Really, even if you never once are to collect honey from them, there is so much enjoyment and inspiration in the energetic buzzing and rich caramel-beeswax air that waft off a warm hive.  Also, I often describe beekeeping as a very meditative and spiritually calming practice, in the patience and care and respect you must show while handling bees.

And top bar hives (as opposed to the Langstroth frame hives used for commercial honey production) are wonderful in their simplicity.   You definitely don't need to drop $400+ for kits or prebuilts like ChristyHemenway is trying to sell, a hive can be made from scrap, to your own specifications, with just a bit of construction acumen.  Back in antiquity they were just draping sticks across clay pots for bees to build comb on.  Collect a bit of sweet reward in the spring once the bees made it through the winter and the flowers are blooming again.  Maybe I'll write up a guide to hive building, one day...

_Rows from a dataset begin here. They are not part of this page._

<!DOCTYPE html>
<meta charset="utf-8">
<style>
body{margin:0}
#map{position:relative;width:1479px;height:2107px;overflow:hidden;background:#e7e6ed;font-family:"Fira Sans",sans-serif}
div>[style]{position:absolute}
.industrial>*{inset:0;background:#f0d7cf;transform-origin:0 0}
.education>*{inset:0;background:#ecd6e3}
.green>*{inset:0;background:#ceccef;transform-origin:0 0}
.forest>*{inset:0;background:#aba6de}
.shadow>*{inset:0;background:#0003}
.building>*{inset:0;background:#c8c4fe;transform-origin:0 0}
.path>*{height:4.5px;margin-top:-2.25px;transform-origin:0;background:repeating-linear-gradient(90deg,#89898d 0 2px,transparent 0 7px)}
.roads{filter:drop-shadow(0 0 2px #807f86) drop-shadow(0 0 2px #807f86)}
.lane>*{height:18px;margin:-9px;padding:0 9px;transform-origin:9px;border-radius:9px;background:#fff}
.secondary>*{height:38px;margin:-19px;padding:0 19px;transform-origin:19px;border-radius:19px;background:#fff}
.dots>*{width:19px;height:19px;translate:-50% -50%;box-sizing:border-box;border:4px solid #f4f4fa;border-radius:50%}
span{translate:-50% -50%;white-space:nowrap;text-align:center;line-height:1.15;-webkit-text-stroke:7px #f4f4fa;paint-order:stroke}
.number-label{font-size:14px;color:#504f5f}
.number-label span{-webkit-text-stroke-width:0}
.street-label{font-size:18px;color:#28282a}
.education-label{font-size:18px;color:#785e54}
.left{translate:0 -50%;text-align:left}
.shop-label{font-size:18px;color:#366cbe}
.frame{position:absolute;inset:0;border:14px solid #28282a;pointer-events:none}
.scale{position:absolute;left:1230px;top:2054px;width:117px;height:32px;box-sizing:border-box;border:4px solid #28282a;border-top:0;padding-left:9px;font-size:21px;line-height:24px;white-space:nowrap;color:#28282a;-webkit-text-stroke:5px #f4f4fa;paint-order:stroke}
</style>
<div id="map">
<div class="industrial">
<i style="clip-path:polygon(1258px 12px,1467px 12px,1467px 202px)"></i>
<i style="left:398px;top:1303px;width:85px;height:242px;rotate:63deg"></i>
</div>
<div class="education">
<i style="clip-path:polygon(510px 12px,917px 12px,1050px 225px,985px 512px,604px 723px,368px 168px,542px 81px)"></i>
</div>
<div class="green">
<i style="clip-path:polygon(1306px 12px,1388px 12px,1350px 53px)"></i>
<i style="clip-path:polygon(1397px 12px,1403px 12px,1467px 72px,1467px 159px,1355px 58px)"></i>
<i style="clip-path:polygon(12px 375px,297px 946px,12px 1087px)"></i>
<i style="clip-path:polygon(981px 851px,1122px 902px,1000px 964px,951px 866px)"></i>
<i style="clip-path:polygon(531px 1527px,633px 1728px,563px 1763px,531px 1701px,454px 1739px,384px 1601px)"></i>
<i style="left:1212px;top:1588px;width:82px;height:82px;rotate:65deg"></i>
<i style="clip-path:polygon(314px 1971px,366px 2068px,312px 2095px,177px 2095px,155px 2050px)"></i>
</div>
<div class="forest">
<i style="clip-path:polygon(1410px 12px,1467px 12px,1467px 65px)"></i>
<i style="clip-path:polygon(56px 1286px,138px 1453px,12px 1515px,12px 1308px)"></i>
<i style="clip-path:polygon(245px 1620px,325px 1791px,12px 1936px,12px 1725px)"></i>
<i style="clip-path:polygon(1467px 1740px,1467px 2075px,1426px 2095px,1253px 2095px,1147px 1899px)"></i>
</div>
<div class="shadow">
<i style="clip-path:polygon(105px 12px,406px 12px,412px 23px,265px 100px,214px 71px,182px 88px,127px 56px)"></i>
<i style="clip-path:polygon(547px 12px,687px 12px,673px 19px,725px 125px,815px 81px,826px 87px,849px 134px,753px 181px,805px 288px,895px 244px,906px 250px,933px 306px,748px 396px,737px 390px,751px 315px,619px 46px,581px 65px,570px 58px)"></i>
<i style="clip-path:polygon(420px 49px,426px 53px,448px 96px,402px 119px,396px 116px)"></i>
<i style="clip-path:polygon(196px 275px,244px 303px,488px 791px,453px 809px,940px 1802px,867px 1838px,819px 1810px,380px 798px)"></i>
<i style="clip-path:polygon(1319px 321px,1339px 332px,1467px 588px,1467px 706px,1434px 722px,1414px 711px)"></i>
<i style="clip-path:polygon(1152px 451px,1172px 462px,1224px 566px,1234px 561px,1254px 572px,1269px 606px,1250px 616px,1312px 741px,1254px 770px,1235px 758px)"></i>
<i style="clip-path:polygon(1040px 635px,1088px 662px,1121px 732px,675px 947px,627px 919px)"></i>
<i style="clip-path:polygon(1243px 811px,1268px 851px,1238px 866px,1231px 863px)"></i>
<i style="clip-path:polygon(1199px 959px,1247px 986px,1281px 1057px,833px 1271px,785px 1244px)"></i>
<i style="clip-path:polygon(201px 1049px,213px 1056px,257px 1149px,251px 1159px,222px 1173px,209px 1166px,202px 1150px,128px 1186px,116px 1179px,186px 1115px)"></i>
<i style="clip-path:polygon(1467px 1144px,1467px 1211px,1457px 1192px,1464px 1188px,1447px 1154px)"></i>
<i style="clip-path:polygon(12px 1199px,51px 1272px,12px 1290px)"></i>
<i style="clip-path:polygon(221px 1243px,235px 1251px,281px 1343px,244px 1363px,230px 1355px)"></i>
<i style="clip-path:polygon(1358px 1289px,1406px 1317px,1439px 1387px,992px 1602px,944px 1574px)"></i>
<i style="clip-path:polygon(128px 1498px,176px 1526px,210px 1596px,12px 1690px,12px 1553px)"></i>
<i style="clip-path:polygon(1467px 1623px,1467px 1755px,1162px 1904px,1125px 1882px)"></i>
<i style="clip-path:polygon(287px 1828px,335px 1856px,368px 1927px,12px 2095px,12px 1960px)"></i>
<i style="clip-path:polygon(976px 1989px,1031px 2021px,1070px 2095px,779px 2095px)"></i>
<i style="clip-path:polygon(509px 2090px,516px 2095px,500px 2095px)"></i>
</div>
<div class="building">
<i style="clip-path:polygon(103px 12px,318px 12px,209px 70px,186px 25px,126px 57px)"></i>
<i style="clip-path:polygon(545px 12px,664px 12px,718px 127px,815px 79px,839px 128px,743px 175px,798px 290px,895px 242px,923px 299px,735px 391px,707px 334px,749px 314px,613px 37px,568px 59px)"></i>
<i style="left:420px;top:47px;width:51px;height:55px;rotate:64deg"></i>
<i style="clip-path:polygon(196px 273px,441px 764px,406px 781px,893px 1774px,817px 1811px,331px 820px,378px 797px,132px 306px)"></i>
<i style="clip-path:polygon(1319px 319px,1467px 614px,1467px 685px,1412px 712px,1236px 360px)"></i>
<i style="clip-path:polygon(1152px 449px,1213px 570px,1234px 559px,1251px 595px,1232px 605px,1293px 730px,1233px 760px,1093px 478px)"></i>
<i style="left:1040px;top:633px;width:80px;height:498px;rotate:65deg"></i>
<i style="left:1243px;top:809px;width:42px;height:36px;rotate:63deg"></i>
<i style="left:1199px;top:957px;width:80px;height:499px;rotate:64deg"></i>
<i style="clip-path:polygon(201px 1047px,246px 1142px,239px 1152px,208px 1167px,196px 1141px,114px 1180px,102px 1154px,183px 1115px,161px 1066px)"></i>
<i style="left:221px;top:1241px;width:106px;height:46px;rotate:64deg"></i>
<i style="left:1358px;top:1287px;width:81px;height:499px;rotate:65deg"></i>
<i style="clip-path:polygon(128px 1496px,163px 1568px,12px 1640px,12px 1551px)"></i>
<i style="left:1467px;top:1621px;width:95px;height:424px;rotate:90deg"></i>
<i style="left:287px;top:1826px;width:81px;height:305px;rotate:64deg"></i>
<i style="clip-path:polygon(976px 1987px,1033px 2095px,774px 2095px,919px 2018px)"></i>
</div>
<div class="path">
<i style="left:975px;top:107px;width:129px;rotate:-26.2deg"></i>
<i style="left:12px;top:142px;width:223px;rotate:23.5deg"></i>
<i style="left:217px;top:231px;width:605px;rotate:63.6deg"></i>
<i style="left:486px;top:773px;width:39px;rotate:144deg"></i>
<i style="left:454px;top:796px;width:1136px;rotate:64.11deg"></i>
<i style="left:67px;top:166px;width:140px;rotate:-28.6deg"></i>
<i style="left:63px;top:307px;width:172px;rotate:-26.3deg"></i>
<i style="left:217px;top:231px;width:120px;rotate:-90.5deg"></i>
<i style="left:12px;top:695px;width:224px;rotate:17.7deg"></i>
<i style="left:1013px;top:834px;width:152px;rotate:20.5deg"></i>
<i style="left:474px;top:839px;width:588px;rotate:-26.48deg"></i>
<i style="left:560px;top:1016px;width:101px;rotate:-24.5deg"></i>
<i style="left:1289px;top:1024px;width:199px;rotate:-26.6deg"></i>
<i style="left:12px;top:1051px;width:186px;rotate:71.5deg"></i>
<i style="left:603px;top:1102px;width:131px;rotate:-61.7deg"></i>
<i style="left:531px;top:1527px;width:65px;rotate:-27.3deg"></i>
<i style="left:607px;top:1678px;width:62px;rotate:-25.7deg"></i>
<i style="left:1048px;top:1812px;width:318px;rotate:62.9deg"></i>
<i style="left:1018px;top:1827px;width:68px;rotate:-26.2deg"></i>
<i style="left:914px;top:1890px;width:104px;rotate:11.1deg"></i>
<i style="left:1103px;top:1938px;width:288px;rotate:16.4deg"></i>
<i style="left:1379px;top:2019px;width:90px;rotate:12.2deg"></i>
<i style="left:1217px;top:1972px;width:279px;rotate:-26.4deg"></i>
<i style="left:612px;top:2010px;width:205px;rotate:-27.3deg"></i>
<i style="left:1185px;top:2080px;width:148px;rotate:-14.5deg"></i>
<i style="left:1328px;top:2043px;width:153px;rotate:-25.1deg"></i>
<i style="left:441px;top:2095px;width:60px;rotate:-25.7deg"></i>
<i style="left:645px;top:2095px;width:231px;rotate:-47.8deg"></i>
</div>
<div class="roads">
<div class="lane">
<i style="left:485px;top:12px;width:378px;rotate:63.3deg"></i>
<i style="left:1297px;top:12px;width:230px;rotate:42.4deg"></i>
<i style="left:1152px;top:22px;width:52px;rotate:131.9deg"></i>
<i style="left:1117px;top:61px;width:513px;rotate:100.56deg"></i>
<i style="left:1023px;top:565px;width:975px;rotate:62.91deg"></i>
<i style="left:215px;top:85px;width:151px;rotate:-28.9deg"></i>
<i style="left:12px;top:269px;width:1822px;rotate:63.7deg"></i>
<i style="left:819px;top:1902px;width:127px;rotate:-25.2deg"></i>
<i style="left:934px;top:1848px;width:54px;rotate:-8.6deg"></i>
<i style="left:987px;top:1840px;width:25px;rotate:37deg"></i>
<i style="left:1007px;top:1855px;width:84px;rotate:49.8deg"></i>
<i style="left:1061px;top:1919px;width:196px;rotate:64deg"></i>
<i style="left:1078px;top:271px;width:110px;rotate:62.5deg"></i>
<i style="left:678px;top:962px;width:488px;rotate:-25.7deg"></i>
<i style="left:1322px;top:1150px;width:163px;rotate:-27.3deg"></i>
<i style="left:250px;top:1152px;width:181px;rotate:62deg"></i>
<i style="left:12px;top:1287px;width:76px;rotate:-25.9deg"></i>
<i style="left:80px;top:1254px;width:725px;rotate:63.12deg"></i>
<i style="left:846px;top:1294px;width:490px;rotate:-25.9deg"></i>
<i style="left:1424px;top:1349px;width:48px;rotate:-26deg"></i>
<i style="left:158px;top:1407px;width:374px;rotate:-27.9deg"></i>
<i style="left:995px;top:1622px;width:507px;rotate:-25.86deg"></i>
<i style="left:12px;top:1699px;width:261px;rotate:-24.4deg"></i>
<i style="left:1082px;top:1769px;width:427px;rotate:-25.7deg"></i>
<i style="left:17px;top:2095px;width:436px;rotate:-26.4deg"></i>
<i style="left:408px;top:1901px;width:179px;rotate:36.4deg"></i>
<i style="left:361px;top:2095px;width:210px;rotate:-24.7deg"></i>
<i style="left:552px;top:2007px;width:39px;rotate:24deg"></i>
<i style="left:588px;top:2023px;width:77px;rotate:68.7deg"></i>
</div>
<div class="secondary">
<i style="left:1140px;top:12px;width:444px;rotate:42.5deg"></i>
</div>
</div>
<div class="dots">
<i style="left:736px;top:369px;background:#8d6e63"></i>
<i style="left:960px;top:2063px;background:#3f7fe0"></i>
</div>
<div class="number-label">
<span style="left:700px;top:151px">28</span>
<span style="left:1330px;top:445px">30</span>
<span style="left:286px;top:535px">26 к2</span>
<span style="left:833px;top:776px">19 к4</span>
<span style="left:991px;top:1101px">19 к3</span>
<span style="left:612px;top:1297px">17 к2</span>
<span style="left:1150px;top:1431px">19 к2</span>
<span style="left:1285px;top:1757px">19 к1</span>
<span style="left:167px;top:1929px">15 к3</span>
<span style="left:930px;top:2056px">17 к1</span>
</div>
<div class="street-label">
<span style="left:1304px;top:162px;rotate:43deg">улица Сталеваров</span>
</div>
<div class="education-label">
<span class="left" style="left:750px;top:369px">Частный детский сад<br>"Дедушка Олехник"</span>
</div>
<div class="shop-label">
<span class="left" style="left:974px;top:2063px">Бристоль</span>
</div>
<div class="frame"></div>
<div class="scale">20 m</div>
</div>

FieldHippieFruit: as far as "planting" a bee-made hive on the land, that's essentially what building a top bar hive is all about.  Honeybees are typically cavity nesters, so all you need to do is provide a swarm with a sufficient cavity of their liking, they will set right about at building comb within.  Potentially, this could even be a hollow log, if you have one laying about and really want to inhibit human access to the colony... (Top bar beekeeping is outwardly similar looking but very different than Langstroth beekeeping with its frames of sometimes artificial comb.)

Here are a couple hives, designed and built by some of us Santa Cruz kids, that sit out next to the porch.  It is so great to hang out on the couch by the bees on a sunny day.  That's Rallo the beedog--he loves bees too!